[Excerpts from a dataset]

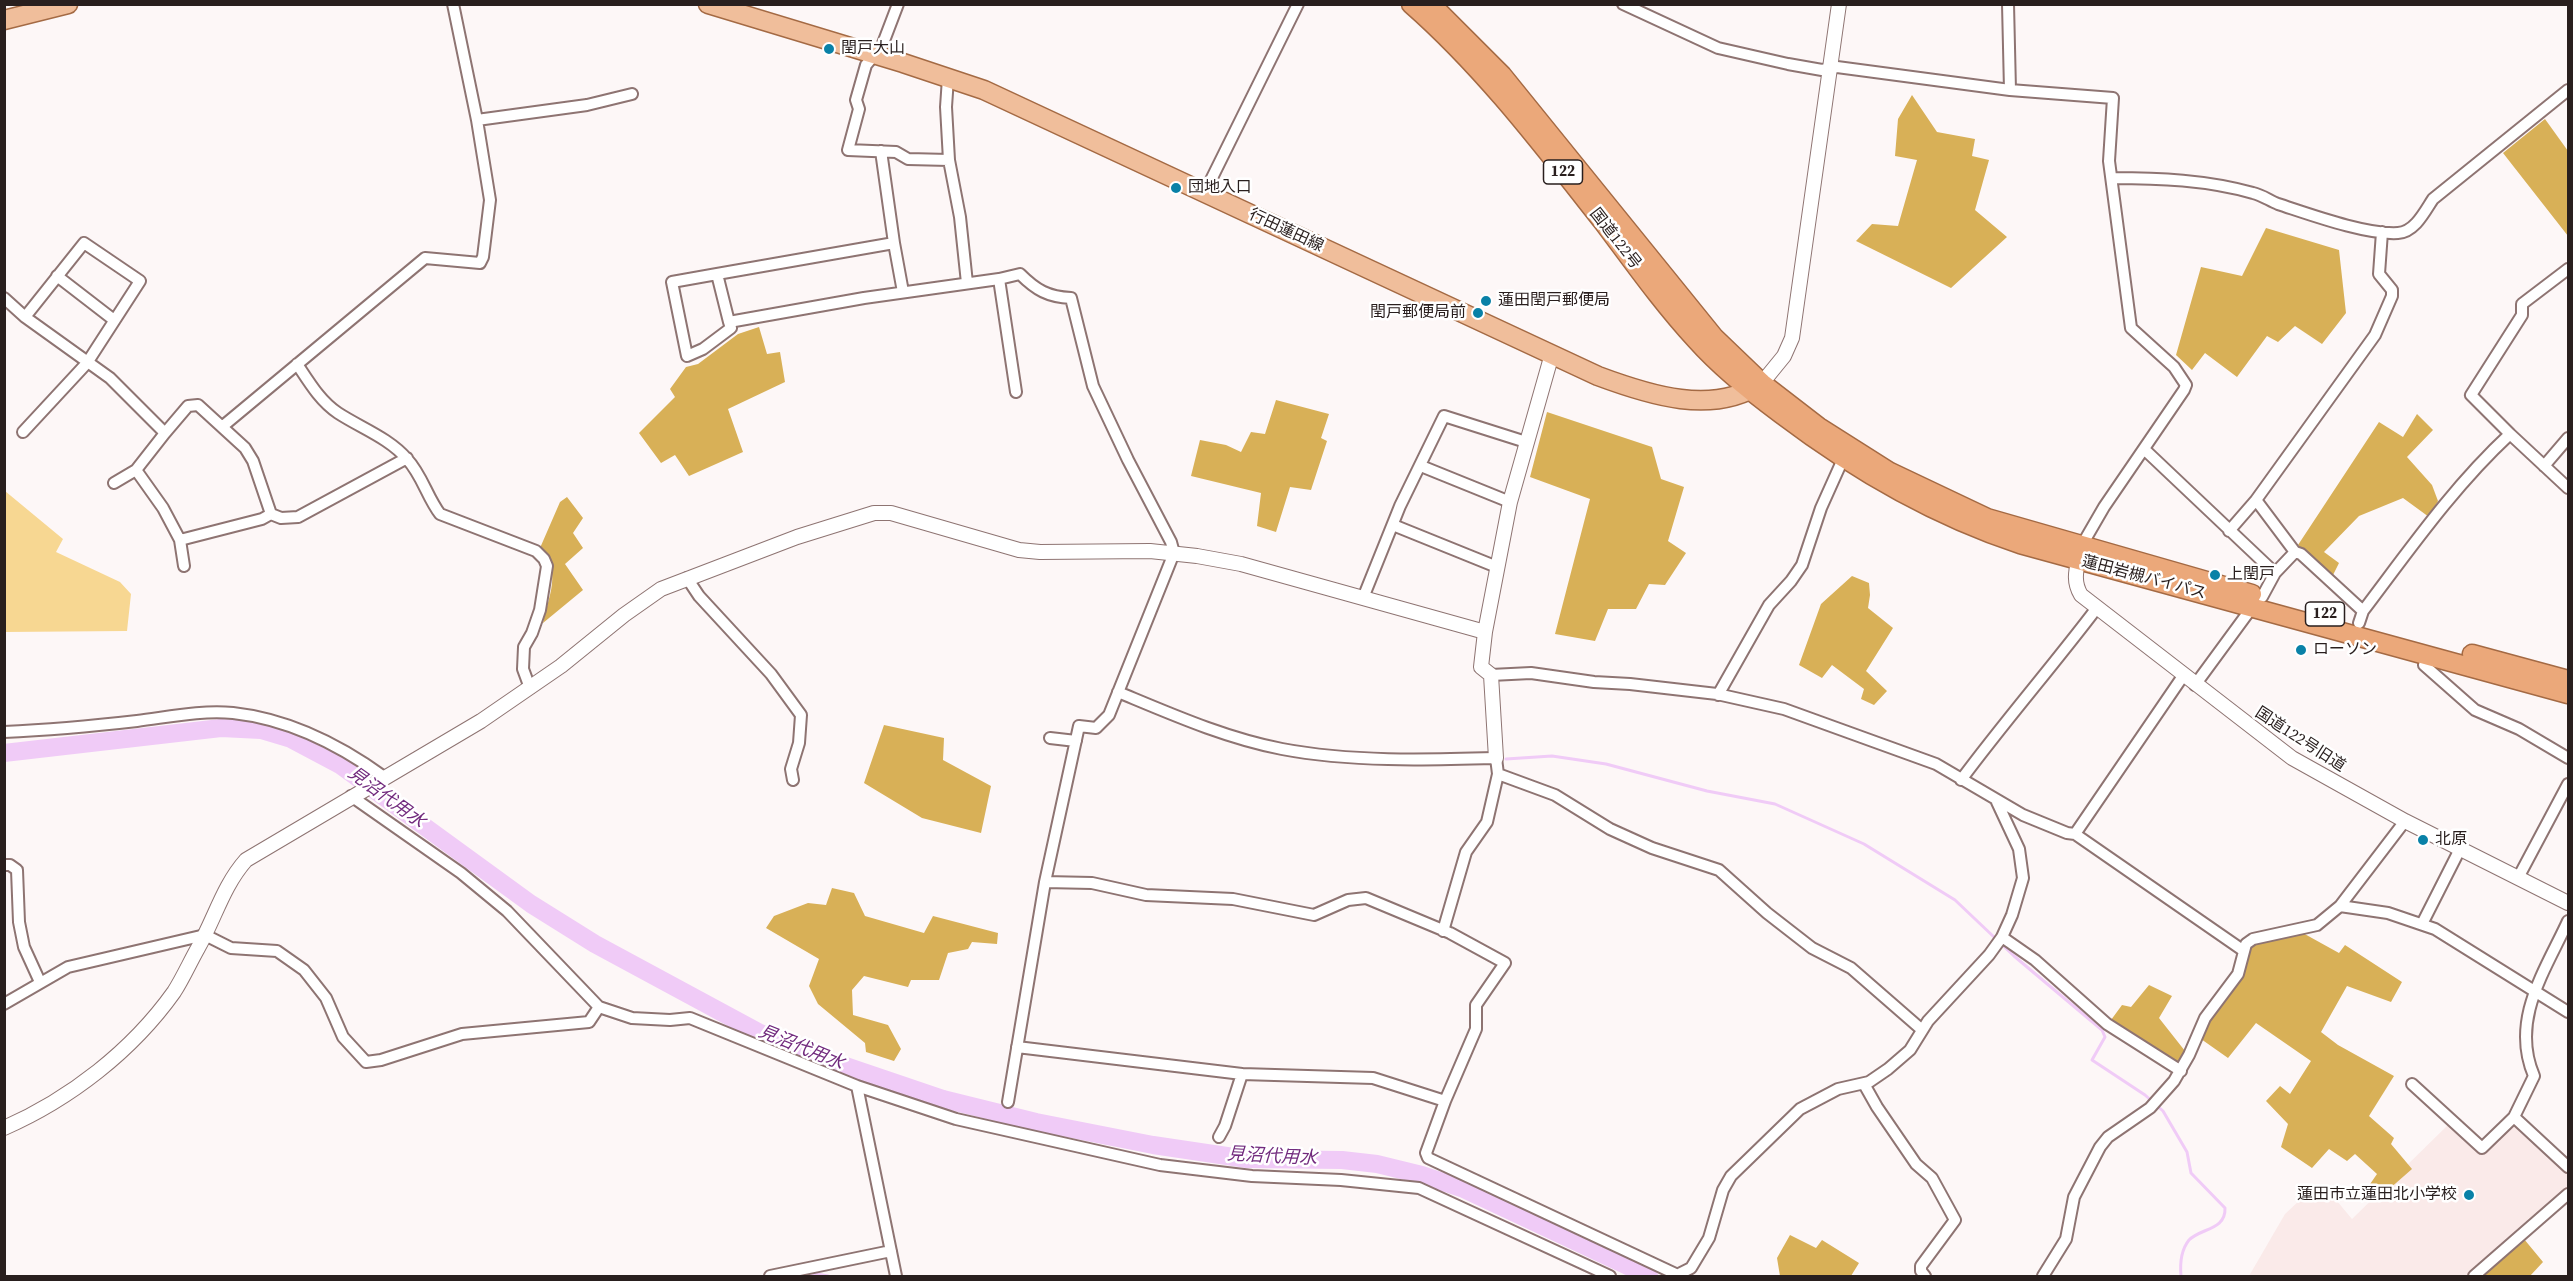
<!DOCTYPE html>
<html>
<head>
<meta charset="utf-8">
<style>
  body { margin:0 }
  #map { position:relative; width:2573px; height:1281px; overflow:hidden; background:#fdf7f7; font-family:"Source Serif 4",serif }
  canvas { display:block }
  .frame { position:absolute; inset:0; border:6px solid #291f1e; pointer-events:none }
</style>
</head>
<body>
<div id="map">
<canvas width="2573" height="1281"></canvas>
<div class="frame"></div>
</div>
<script>
const ctx = document.querySelector('canvas').getContext('2d');
ctx.lineJoin = 'round';
function paint(path, color) {
  ctx.fillStyle = color;
  ctx.fill(path, 'evenodd');
}
function trace(path, color, width, dash) {
  ctx.strokeStyle = color;
  ctx.lineWidth = width;
  ctx.lineCap = dash ? 'butt' : 'round';
  ctx.setLineDash(dash || []);
  ctx.stroke(path);
}
function write(font, color, halo, rows, align = 'center') {
  ctx.font = font + ' "Source Serif 4","Noto Sans JP",serif';
  ctx.lineWidth = 5;
  ctx.setLineDash([]);
  ctx.textBaseline = 'middle';
  ctx.strokeStyle = halo;
  ctx.fillStyle = color;
  for (const [text, x, y, turn = 0] of rows) {
    ctx.save();
    ctx.translate(x, y);
    ctx.rotate((+turn || 0) * Math.PI / 180);
    ctx.textAlign = isNaN(turn) ? turn : align;
    if (halo) ctx.strokeText(text, 0, 0);
    ctx.fillText(text, 0, 0);
    ctx.restore();
  }
}
const built = new Path2D(`
  M2515,1122L2568,1172V1190L2469,1276H2249L2285,1214L2316,1185L2337,1201L2352,1219L2450,1123L2482,1153Z`);
const green = new Path2D(`
  M5,491L63,539L56,552L120,582L131,594L127,631L5,632Z`);
const forest = new Path2D(`
  M1912,95L1937,132L1975,139L1972,156L1989,160L1975,210L2007,237L1951,288L1856,241L1872,224L1898,226L1917,160L1895,156L1898,119Z
  M2545,119L2568,151V236L2503,153Z
  M2266,228L2339,250L2346,313L2322,344L2295,326L2278,342L2267,336L2237,377L2205,353L2192,370L2176,355L2201,267L2242,276Z
  M759,327L767,354L780,352L785,382L728,409L743,452L689,476L675,455L661,463L639,433L675,397L670,389L686,367L698,364L738,334Z
  M1276,400L1329,414L1321,438L1327,441L1311,490L1290,487L1276,532L1257,526L1261,493L1191,476L1200,440L1226,445L1241,452L1251,432L1265,434Z
  M1547,412L1652,447L1661,479L1684,487L1668,541L1686,553L1665,585L1649,584L1636,609H1608L1595,641L1555,634L1590,499L1530,477Z
  M2417,414L2433,430L2407,457L2432,485L2438,501L2429,517L2403,498L2359,516L2324,552L2339,563L2332,577L2298,545L2379,422L2403,437Z
  M567,497L583,518L573,533L583,548L565,564L583,590L543,623C549,594 562,573 540,548L560,502Z
  M1852,576L1869,583L1870,595L1868,608L1893,628L1866,671L1887,691L1874,705L1861,699L1864,689L1832,665L1822,678L1799,665L1821,604Z
  M884,725L944,738L943,760L991,786L981,833L922,818L864,783Z
  M832,888L854,893L865,916L924,933L933,916L998,933L997,944L972,942L968,949L948,953L939,980H911L908,987L864,976L852,990L853,1015L888,1025L901,1049L894,1061L866,1052L865,1043L818,1004L809,986L819,959L766,928L774,916L808,903L826,905Z
  M2301,932L2339,953L2345,945L2402,982L2391,1002L2347,986L2321,1032L2338,1045L2394,1076L2369,1116L2394,1138L2391,1144L2412,1169L2380,1197L2368,1187L2377,1174L2355,1154L2347,1161L2329,1149L2312,1168L2281,1147L2288,1124L2266,1101L2280,1086L2290,1094L2311,1061L2256,1023L2228,1058L2201,1039L2253,940Z
  M2149,985L2172,996L2159,1018L2185,1051L2177,1064L2111,1020L2122,1005L2131,1007Z
  M1790,1235L1816,1248L1822,1240L1859,1263L1851,1276H1780L1777,1258Z
  M2524,1239L2543,1262L2530,1276H2481Z`);
const stream = new Path2D(`
  M1506,759L1552,756L1606,764L1707,791L1775,804L1864,844L1955,900L2014,956L2102,1030L2105,1037L2092,1060L2145,1095L2163,1111L2187,1152L2191,1173L2225,1208C2226,1230 2201,1228 2189,1240C2181,1250 2180,1265 2181,1276
  M794,1276L811,1273L828,1276`);
const river = new Path2D(`
  M4,753L221,728L261,730L291,739L340,765L531,904L595,944L758,1032L834,1062L943,1099L1036,1122L1153,1145L1247,1159L1342,1160L1377,1164L1422,1175L1464,1189L1649,1276`);
const minor = new Path2D(`
  M898,4L882,46L866,65L856,100L859,109L848,150L896,152L908,159L949,160
  M1623,4L1718,48L1788,64L1822,70L1837,67L2010,90L2113,98L2109,161L2131,328L2174,367L2186,385L2184,390L2104,507L2082,545
  M2008,4L2010,90
  M948,78L946,107L949,160L960,217L967,283
  M477,120L587,105L632,94
  M2112,178C2159,178 2207,180 2253,193C2262,195 2270,201 2278,204C2309,214 2366,235 2398,233C2415,232 2425,211 2433,199L2568,90
  M1205,192L1298,4
  M894,243L903,292
  M717,274L672,282L687,356L703,349L731,328L729,322L864,298L999,279L1016,392
  M57,276L114,320
  M999,279L1020,274C1036,290 1048,297 1071,298L1093,386L1128,460L1171,542L1174,553L1109,715L1096,728L1079,726L1045,882L1008,1102
  M4,298L25,317L110,378L165,433L188,406L198,405L245,448L253,461L271,514
  M729,322L717,274L894,243L881,151
  M297,364C309,382 320,401 338,413C361,428 389,438 407,459C422,475 427,497 440,514L536,551L544,559L547,566L540,610L532,633L524,647L523,669L530,688
  M223,426L425,258L480,263L483,257L490,200L477,120L453,4
  M23,432L87,363L140,281L84,243L25,317
  M165,433L136,470L163,508L180,540L262,519L271,514L281,518L298,517L407,458
  M2510,434L2471,395L2522,315V304L2568,269
  M2144,449L2275,573
  M1421,466L1510,502
  M2544,466L2568,438
  M114,483L136,470
  M2256,500L2295,552
  M1393,525L1497,567
  M2229,531L2256,500L2375,335L2392,296V290L2379,274L2382,232
  M180,540L184,566
  M687,578L699,596L771,674L801,715L799,743L791,769L793,780
  M2262,597L2275,573L2295,552L2301,554L2363,611
  M1363,598L1400,506L1444,416L1526,442
  M2359,623L2363,611C2410,549 2453,487 2510,434L2568,488
  M2427,654L2424,665L2475,710L2519,729L2568,758
  M1491,675L1531,673L1594,682L1630,684L1717,694L1784,709L1936,764L2023,815L2067,833L2075,834L2244,951
  M2195,685L2253,606
  M1118,692C1171,714 1225,738 1282,749C1351,762 1425,760 1496,758L1498,774L1487,822L1466,852L1443,931
  M1718,695L1769,605L1791,581L1802,565L1821,508L1843,459
  M4,732C49,730 93,726 137,721C169,717 201,710 233,713C288,719 340,745 384,777
  M1050,738L1076,741
  M1498,774L1555,795L1610,829L1652,848L1719,870L1767,913L1812,948L1851,968L1921,1029
  M1961,780C2004,722 2052,667 2096,609
  M351,796L461,873L507,911L599,1007L632,1018L670,1020L690,1018L857,1086L956,1119L1160,1165L1252,1176L1341,1180L1419,1188L1610,1276
  M2075,834L2183,676
  M4,865H10L17,870L19,922L24,947L40,982
  M2518,878L2568,784
  M1045,882L1092,883L1146,895L1233,899L1314,915L1348,900L1366,898L1450,933L1505,963L1476,1005V1029L1445,1101L1426,1153L1428,1158L1680,1276
  M2340,906L2388,913L2435,929L2568,1012
  M2422,924L2460,849
  M2002,937L2035,960L2107,1024L2181,1071
  M4,1004L68,967L205,935L231,948L277,951L304,970L326,998L343,1037L366,1062L381,1060L462,1034L589,1022L599,1007
  M1017,1047L1242,1074
  M1864,1084L1877,1107L1916,1164L1932,1178L1955,1220L1921,1266V1271L1925,1276
  M2412,1084L2482,1148L2514,1117L2568,1167
  M857,1086L896,1276
  M2514,1117L2534,1076C2510,1020 2545,971 2568,921
  M1219,1137L1225,1126L1242,1074L1373,1078L1445,1101
  M770,1276L891,1251
  M1675,1276L1691,1268L1709,1238L1723,1190L1731,1176L1800,1109L1838,1089L1869,1082L1888,1069L1910,1050L1928,1021L1989,955L2002,937L2012,915L2023,878L2019,849L1997,802
  M2043,1276L2066,1239L2074,1197L2100,1147L2108,1137L2150,1108L2174,1081L2189,1055L2205,1018L2238,974L2246,944L2253,939L2317,925L2340,906L2405,821
  M2474,1276L2568,1194`);
const tertiary = new Path2D(`
  M1762,383L1784,356L1792,338L1839,4
  M2080,552C2077,568 2072,580 2081,595L2292,758L2405,821L2568,903
  M1485,632L1481,667L1491,675L1496,758
  M4,1128C70,1099 132,1051 174,992C183,978 190,962 198,948C215,918 223,886 246,860L481,721L561,666L624,615L661,589L797,537L874,513H891L1019,550L1040,552L1150,551L1197,556L1241,564L1485,632L1510,502L1552,354`);
const primary = new Path2D(`
  M708,4L903,63L984,90L1598,376C1649,395 1713,416 1762,383
  M4,20L68,4`);
const trunk = new Path2D(`
  M1411,4C1484,68 1543,146 1603,222C1633,262 1662,303 1696,340C1721,368 1751,392 1781,414C1855,470 1932,515 2020,544L2568,694
  M1431,4L1502,75L1714,337L1762,383L1819,427L1890,472L1987,518L2252,594
  M2472,654L2568,680`);
const markers = [
  [829,49,6,"#0981a7"],
  [1176,188,6,"#0981a7"],
  [1486,301,6,"#0981a7"],
  [1478,313,6,"#0981a7"],
  [2215,575,6,"#0981a7"],
  [2301,650,6,"#0981a7"],
  [2423,840,6,"#0981a7"],
  [2469,1195,6,"#0981a7"]
];
const shields = [
  [1563,172,39],
  [2325,614,39]
];
const shieldNames = [
  ["122",1563,172],
  ["122",2325,614]
];
const poiNames = [
  ["閏戸大山",841,49],
  ["団地入口",1188,188],
  ["蓮田閏戸郵便局",1498,301],
  ["閏戸郵便局前",1466,313,"right"],
  ["上閏戸",2227,575],
  ["ローソン",2313,650],
  ["北原",2435,840],
  ["蓮田市立蓮田北小学校",2457,1195,"right"]
];
const streetNames = [
  ["行田蓮田線",1286,231,25],
  ["国道122号",1615,239,52],
  ["蓮田岩槻バイパス",2144,578,15],
  ["国道122号旧道",2300,740,33]
];
const waterNames = [
  ["見沼代用水",386,798,36],
  ["見沼代用水",801,1048,22],
  ["見沼代用水",1272,1157,3]
];
paint(built, '#faeae9');
paint(green, '#f7d792');
paint(forest, '#d8b057');
trace(stream, '#f0cbf7', 3);
trace(river, '#f0cbf7', 18);
trace(minor, '#8e7472', 14);
trace(tertiary, '#8e7472', 16);
trace(primary, '#a46a44', 21);
trace(trunk, '#a46a44', 21);
trace(minor, '#fff', 10);
trace(tertiary, '#fff', 14);
trace(primary, '#f0be9b', 18);
trace(trunk, '#eba87a', 18);
for (const [x, y, r, color] of markers) {
  const dot = new Path2D();
  dot.arc(x, y, r, 0, 2 * Math.PI);
  ctx.fillStyle = color;
  ctx.fill(dot);
  trace(dot, '#fff', 2);
}
for (const [x, y, w] of shields) {
  const box = new Path2D();
  box.roundRect(x - w / 2, y - 12, w, 24, 4.5);
  ctx.fillStyle = '#fff';
  ctx.fill(box);
  trace(box, '#291f1e', 1.5);
}
write('bold 15px', '#291f1e', null, shieldNames);
write('16px', '#291f1e', '#fff', poiNames, 'left');
write('16px', '#291f1e', '#fff', streetNames);
write('italic 18px', '#722b7e', '#fff', waterNames);
</script>
</body>
</html>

EXERCISE REQUIREMENTS
Starting with the line that holds "const ctx = document.querySelector('canvas').getContext('2d');" and ending with the line that holds "ctx.fillText(text, 0, 0);", retype every line in the data above exactly, and nothing else.

EXPECTED OUTPUT
const ctx = document.querySelector('canvas').getContext('2d');
ctx.lineJoin = 'round';
function paint(path, color) {
  ctx.fillStyle = color;
  ctx.fill(path, 'evenodd');
}
function trace(path, color, width, dash) {
  ctx.strokeStyle = color;
  ctx.lineWidth = width;
  ctx.lineCap = dash ? 'butt' : 'round';
  ctx.setLineDash(dash || []);
  ctx.stroke(path);
}
function write(font, color, halo, rows, align = 'center') {
  ctx.font = font + ' "Source Serif 4","Noto Sans JP",serif';
  ctx.lineWidth = 5;
  ctx.setLineDash([]);
  ctx.textBaseline = 'middle';
  ctx.strokeStyle = halo;
  ctx.fillStyle = color;
  for (const [text, x, y, turn = 0] of rows) {
    ctx.save();
    ctx.translate(x, y);
    ctx.rotate((+turn || 0) * Math.PI / 180);
    ctx.textAlign = isNaN(turn) ? turn : align;
    if (halo) ctx.strokeText(text, 0, 0);
    ctx.fillText(text, 0, 0);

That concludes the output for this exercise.